LAM/MPI logo

LAM/MPI General User's Mailing List Archives

  |   Home   |   Download   |   Documentation   |   FAQ   |   all just in this list

From: Greg Blair (gblair_at_[hidden])
Date: 2007-08-11 12:37:01


We have had a 4 machine MPI application running under LAM for about a
year. Each machine acquires and processes real-time data. Information
about the acquired data is exchanged with the other 3 machines. The
system uses matched MPI Ssend/Recv calls over jumbo frame (MTU=9000)
1gigE Ethernet.

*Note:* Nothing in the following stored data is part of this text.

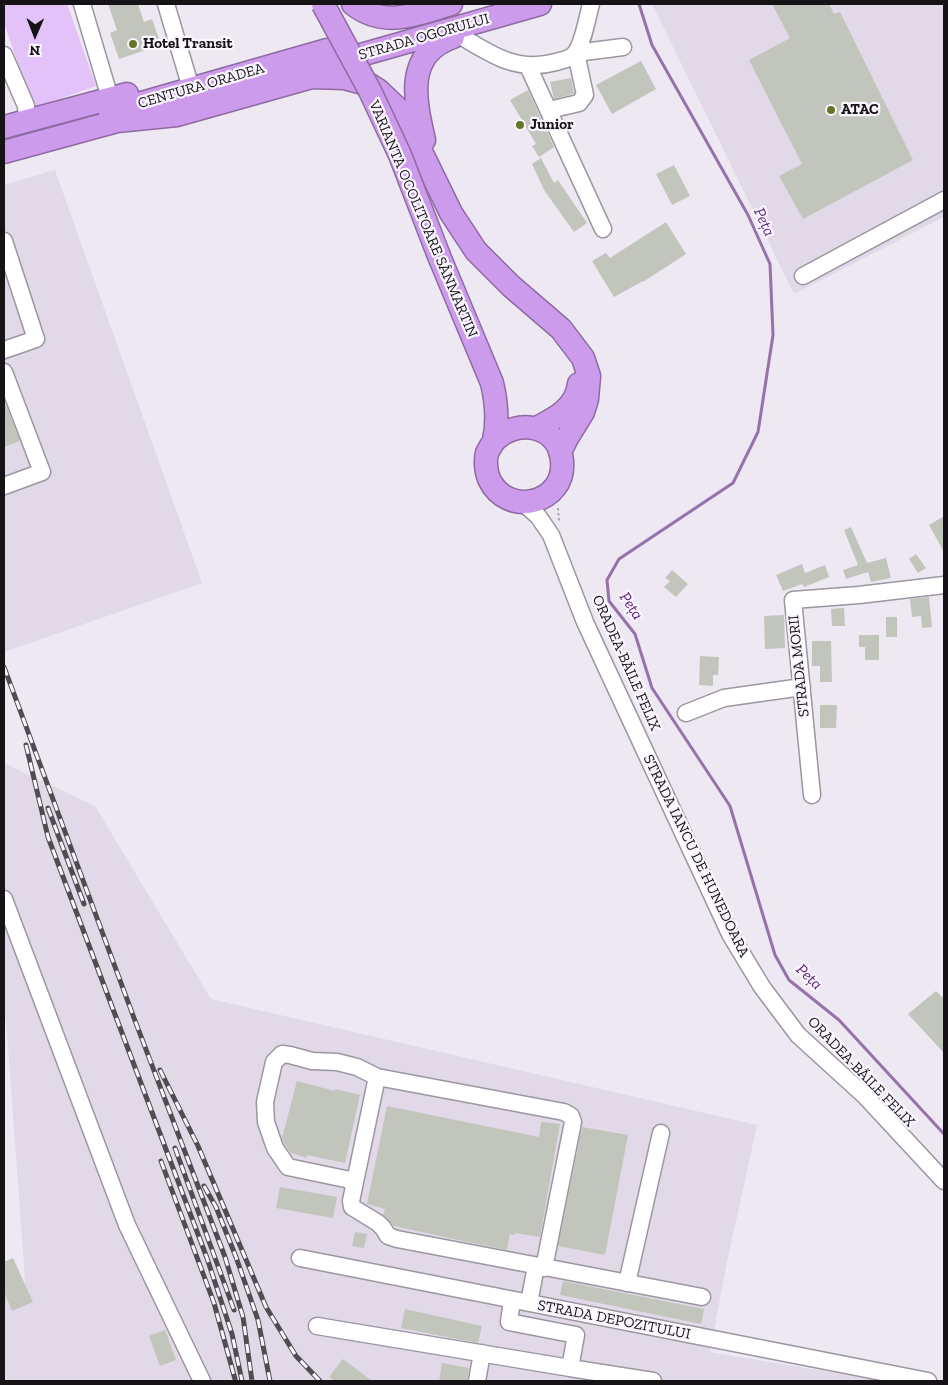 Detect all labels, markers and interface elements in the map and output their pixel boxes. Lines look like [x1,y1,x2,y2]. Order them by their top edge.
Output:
north arrow [10,10,60,60]
street label: STRADA OGORULUI [357,10,491,64]
place label: Hotel Transit [143,35,232,53]
marker: Hotel Transit [127,38,139,50]
text: N [29,42,40,59]
street label: CENTURA ORADEA [136,59,266,113]
street label: VARIANTA OCOLITOARE SÂNMARTIN [365,98,481,340]
place label: ATAC [841,101,879,119]
marker: ATAC [825,104,837,116]
place label: Junior [530,116,574,134]
marker: Junior [514,119,526,131]
water label: Peța [749,205,779,239]
water label: Peța [615,588,647,624]
street label: ORADEA-BĂILE FELIX [588,592,664,734]
street label: STRADA MORII [785,614,813,718]
street label: STRADA IANCU DE HUNEDOARA [639,752,753,960]
water label: Peța [792,960,826,994]
street label: ORADEA-BĂILE FELIX [804,1013,918,1131]
street label: STRADA DEPOZITULUI [536,1296,692,1344]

Each machine is connected to a 1 gigE jumbo-frame
configured switch.

About 99.9999% of the time this works.

However the TCP transfers, underneath the MPI software layer, sometimes
time out. The kernel generates retries and eventually the TCP packet is
transferred, the Ssend/Recv calls complete and we have our data. This
creates an excessive delay for our application, the real-time
acquisition falls apart and we have to restart the system.

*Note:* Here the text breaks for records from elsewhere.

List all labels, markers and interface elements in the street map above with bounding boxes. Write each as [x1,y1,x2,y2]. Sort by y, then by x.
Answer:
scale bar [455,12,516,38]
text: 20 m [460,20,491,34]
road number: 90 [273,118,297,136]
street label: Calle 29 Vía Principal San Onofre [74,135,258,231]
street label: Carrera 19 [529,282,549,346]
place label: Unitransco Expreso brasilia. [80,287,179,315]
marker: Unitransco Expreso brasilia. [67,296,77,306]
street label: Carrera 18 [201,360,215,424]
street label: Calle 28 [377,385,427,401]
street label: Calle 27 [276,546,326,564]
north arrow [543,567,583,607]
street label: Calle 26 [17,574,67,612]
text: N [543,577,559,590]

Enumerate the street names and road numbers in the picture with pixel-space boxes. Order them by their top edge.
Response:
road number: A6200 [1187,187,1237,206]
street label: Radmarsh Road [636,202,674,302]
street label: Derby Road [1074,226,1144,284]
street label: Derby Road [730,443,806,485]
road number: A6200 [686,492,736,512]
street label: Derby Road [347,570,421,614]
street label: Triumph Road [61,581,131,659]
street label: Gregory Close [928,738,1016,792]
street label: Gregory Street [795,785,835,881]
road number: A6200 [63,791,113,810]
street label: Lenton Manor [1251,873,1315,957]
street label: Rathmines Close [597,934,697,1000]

We can tolerate an exchange data drop out but cannot tolerate excessive
timeouts, say greater than 20 msec.

We have tried:

1. Send and Ssend calls - made no difference

2. Using standard Ethernet MTU=1500 in place of jumbo-frame MTU=9000
ethernet - jumbo-frames is about 10 % faster and does not affect the
time-out issue.

3. Kernels from 2.6.17 through to 2.6.21 - made no difference.

4. Recompiling the kernel with TCP timeout reduced from 250 to 50 msec
- helps but does not solve the problem.

5. Changing 1 gigE switches - same problems but frequency of problem
varies with switch.

6. Interrupting the Ssend/Recv calls with a SIGALRM signal generated
from a "getitimer" system call. MPI does not return an error code (as
expected). It hangs when interrupted.

7. Enabling system call interrupts with the "sysinterrupt" system call
and using the "getitimer" SIGALRM mechanism - no change - MPI still
hangs.

8. Tried GRID MPI. GRID MPI attempts to solve the bursty packet problem
by pacing the packets at a fixed spacing between packets. See
http://www.gridmpi.org/ and specifically the
http://www.gridmpi.org/publications/cluster05-matsuda.pdf document.
GRIDMPI, while plausibly explained our dilemma, did not cure it. We went
back to LAM-MPI.

9. Switched from LAM 2.1.1 to 2.1.2 to 2.1.3 - no change (We have not
tried 2.1.4)

Any thought or suggestions?